Dataset entries

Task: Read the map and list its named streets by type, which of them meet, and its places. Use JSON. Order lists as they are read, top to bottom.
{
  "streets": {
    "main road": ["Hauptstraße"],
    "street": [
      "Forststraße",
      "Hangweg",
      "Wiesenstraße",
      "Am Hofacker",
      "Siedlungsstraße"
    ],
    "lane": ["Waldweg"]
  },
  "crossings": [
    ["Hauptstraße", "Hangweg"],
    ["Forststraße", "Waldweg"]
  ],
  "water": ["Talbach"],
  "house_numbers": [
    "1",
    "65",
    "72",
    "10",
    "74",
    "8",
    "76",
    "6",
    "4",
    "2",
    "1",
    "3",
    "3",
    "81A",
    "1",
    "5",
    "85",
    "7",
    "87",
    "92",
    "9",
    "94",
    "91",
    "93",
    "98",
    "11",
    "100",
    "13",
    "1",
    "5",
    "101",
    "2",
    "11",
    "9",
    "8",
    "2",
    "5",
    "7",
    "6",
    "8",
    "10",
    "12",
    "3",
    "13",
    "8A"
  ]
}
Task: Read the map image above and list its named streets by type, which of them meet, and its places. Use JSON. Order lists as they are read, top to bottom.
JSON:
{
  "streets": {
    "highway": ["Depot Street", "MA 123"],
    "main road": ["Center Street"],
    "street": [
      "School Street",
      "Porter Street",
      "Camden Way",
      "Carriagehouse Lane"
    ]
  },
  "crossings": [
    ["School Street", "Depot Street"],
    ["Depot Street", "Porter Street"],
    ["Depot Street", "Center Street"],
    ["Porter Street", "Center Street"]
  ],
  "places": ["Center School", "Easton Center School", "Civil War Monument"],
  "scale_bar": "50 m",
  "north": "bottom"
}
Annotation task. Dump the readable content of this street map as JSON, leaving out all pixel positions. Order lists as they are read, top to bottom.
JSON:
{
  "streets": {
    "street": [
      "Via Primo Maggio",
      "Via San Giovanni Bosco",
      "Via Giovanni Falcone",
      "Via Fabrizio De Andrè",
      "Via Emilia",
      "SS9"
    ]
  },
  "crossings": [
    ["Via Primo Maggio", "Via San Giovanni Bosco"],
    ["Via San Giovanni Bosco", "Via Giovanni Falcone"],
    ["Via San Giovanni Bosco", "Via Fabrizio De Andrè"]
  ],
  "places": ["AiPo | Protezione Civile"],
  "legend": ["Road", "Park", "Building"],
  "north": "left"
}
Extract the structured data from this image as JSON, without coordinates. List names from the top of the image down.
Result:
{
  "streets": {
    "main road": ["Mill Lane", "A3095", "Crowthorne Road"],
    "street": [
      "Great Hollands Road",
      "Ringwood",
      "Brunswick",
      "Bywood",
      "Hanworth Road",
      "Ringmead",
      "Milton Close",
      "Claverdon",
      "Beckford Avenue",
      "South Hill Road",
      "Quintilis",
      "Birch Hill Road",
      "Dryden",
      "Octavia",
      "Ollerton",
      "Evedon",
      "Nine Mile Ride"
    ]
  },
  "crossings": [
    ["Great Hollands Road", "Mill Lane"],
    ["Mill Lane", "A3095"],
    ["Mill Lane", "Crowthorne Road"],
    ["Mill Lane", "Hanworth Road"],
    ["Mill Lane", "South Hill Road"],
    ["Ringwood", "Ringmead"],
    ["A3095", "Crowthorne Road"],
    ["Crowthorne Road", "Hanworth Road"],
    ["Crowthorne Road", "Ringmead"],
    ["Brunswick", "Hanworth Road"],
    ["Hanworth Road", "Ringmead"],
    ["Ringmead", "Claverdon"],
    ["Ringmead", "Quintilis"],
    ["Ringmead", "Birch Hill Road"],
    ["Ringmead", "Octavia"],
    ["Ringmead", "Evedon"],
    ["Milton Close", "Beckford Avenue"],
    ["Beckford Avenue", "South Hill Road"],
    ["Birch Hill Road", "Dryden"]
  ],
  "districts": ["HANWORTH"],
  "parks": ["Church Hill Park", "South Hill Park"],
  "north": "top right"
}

=== Exercise objective ===
Each line above with the word "this" needs to be copied.

=== Output ===
Annotation task. Dump the readable content of this street map as JSON, leaving out all pixel positions. Order lists as they are read, top to bottom.
Extract the structured data from this image as JSON, without coordinates. List names from the top of the image down.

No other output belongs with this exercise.